The court will then hear an hour of argument as to whether Congress can constitutionally require that states expand their Medicaid services, as mandated by the law. This issue was raised in the 11th Circuit case by 26 states. The states oppose the provision of the law that requires an expansion of Medicaid, the combined federal and state program that subsidizes health care for low-income Americans.
Lawyers for the Obama administration have repeatedly argued that the individual mandate is a core part of the law and tied to another part of the law, one forbidding insurers to turn away applicants, and the barring of them from taking into account pre-existing conditions. If the mandate falls, lawyers for the administration have argued, those provisions must fall with it.
Because each side endorses the part of the 11th Circuit’s decision concerning severability, the court invited a second Washington lawyer, H. Bartow Farr III, to make the argument that the provision “is severable from the entirety of the remainder of the act.”
Oddly, the oral arguments will start with an issue that neither the Obama administration nor opponents of the law consider critical.
As a result, the court appointed a Washington lawyer, Robert Long, to argue the issue.
The court is hearing that issue because the a panel of the 4th U.S. Circuit Court of Appeals, based in Richmond, accepted that argument in September and in November, a dissenting judge on the U.S. Court of Appeals for the D.C. Circuit agreed in a decision handed down in November.
The issue is whether the insurance-mandate penalties included in the PPACA are a type of tax that can only be challenged after it is collected, rather than before. If the court determines that it is premature to deal with the core issue, the court would not have the legal power to consider such a challenge until people are required to pay that tax starting in January 2014, legal scholars say.
The Fourth Circuit ruled 2-1 that it did not have jurisdiction to decide the constitutionality of the law because the Anti-Injunction Act requires the person to pay the tax first, seek a refund, and in later proceedings raise the constitutional issue. As a result, this court sidestepped dealing with the mandate issue, saying it was premature.

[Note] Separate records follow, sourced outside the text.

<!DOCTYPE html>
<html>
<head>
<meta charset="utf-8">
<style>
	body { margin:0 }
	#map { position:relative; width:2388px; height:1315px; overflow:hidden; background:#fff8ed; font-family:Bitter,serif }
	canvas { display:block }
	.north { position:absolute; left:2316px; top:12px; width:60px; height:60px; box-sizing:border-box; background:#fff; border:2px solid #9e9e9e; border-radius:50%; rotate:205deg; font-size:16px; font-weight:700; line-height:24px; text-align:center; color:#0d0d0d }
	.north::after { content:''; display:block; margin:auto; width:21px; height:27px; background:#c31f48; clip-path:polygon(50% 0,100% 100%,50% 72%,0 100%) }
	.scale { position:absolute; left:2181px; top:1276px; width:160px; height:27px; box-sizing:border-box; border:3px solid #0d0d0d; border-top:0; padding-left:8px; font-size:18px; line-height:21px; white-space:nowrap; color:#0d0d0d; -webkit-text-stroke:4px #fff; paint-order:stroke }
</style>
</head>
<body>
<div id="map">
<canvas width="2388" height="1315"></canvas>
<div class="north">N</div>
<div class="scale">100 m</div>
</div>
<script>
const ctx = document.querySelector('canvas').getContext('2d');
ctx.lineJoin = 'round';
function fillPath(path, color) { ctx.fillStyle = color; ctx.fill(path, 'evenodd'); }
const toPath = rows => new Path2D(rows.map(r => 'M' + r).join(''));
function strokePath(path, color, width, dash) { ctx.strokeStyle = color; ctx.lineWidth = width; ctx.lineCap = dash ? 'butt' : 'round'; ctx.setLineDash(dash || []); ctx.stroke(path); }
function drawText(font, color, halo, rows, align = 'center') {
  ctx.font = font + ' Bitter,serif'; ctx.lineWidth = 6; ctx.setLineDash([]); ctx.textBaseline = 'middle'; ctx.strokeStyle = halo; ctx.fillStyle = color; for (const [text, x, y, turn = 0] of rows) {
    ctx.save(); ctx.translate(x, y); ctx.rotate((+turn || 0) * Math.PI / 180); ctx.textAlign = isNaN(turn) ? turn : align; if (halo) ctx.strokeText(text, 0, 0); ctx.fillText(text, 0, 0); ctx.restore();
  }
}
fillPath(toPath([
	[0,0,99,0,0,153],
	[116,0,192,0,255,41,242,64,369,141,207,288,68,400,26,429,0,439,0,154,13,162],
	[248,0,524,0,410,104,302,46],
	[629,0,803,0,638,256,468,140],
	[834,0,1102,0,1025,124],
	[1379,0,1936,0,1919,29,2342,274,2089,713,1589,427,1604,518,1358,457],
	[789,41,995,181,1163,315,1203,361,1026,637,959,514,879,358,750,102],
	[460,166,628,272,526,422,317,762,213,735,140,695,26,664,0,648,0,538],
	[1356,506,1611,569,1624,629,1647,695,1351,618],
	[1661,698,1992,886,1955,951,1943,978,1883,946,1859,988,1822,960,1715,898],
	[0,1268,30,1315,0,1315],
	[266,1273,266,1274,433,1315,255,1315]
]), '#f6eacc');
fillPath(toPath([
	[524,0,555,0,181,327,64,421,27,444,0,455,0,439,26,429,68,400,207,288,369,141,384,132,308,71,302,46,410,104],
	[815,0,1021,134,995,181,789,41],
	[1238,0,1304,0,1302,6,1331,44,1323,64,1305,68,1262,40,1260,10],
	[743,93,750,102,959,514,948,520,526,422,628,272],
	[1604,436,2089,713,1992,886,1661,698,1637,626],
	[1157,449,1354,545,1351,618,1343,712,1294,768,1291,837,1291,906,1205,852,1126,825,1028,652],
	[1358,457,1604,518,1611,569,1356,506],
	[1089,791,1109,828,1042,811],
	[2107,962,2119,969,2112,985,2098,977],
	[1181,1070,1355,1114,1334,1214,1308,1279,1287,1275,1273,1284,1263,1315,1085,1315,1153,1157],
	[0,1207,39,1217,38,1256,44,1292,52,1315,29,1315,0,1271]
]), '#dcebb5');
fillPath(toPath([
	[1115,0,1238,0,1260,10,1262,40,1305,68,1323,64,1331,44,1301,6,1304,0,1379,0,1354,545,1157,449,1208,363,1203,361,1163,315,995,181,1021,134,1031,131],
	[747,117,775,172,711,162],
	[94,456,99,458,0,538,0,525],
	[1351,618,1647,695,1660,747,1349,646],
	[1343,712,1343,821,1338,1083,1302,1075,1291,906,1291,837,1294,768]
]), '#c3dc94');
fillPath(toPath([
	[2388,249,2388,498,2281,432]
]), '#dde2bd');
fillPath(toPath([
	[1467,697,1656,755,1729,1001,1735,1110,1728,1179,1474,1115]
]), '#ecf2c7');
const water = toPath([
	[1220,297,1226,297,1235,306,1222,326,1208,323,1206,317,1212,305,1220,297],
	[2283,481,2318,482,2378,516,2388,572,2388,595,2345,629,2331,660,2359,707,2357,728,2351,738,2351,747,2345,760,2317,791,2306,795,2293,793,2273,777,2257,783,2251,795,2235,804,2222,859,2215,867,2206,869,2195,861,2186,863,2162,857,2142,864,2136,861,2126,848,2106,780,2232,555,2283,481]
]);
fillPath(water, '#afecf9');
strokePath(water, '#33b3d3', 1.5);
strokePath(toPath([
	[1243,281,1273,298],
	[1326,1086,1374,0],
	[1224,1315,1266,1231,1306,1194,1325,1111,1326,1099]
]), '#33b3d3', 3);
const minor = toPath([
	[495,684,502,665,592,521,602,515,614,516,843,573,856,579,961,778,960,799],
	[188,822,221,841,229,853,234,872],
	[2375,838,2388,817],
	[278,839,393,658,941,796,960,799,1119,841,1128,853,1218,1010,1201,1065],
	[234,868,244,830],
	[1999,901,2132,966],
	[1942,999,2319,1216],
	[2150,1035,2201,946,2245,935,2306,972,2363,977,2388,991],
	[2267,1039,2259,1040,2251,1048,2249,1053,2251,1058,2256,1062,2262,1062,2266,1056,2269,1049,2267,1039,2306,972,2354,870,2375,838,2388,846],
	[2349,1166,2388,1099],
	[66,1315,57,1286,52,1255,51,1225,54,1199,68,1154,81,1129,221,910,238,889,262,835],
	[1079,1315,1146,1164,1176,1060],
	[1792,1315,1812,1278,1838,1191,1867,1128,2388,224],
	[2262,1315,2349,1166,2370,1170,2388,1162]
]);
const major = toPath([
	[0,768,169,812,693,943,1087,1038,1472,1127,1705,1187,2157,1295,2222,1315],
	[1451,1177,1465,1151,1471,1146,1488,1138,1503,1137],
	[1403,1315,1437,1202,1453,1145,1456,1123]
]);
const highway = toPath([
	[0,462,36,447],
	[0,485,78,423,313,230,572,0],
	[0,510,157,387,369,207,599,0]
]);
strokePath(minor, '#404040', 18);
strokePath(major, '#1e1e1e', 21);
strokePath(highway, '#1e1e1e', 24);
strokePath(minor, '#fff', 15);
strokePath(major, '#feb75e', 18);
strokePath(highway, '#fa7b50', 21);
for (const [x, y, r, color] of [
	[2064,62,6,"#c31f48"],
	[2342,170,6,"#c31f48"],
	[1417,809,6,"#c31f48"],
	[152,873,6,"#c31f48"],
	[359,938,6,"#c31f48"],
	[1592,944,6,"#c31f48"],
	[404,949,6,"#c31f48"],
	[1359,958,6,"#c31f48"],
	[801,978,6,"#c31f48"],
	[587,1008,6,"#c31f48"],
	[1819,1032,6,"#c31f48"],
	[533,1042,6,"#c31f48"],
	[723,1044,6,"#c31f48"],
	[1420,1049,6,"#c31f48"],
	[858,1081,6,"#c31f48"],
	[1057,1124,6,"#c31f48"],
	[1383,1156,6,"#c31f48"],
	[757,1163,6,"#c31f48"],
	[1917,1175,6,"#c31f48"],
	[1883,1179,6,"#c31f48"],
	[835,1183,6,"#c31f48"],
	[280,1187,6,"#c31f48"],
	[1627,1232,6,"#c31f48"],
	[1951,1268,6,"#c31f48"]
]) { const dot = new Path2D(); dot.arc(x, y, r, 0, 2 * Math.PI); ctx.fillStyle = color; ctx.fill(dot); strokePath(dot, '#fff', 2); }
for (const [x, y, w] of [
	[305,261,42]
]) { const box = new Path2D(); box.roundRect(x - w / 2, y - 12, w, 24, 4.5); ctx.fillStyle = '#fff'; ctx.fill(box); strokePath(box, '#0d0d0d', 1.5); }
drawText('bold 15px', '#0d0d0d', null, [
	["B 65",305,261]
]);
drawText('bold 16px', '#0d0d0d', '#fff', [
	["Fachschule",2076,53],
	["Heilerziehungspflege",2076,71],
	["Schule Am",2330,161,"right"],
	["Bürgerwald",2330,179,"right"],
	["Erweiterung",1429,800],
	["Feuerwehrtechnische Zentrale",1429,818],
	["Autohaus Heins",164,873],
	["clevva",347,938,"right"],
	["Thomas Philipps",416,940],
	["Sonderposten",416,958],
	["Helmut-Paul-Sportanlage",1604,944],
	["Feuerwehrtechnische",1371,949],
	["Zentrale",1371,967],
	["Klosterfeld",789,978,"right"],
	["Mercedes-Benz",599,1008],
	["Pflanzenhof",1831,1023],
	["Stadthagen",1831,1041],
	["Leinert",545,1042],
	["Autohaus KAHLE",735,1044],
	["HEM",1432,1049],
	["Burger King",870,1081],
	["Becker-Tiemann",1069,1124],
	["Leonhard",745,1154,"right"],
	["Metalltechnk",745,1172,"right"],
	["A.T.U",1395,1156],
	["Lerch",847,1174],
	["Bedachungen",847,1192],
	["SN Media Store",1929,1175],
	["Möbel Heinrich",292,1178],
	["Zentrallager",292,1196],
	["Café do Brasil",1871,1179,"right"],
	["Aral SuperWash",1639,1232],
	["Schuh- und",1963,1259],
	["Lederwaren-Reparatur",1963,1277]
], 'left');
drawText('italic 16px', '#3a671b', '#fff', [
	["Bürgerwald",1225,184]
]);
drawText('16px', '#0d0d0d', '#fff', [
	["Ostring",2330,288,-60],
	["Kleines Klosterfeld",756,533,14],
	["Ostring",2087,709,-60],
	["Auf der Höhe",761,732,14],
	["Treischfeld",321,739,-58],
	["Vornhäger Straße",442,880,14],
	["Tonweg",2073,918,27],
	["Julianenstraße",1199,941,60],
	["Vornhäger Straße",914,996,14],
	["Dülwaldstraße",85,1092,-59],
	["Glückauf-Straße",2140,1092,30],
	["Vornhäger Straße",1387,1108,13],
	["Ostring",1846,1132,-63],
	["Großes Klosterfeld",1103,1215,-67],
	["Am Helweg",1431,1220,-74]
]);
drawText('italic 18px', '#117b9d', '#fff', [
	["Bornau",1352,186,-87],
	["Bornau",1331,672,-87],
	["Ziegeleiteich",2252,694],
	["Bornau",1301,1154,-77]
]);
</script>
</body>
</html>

But the core issue is whether the mandate to buy insurance is unconstitutional.
Challengers, including 26 states and most conservatives, view the insurance requirement as an unprecedented intrusion on individual liberty. They contend that Congress cannot use its interstate commerce powers to regulate citizens who choose not to participate in the health insurance market.
The core constitutional issue revolves around the Commerce Clause of the constitution.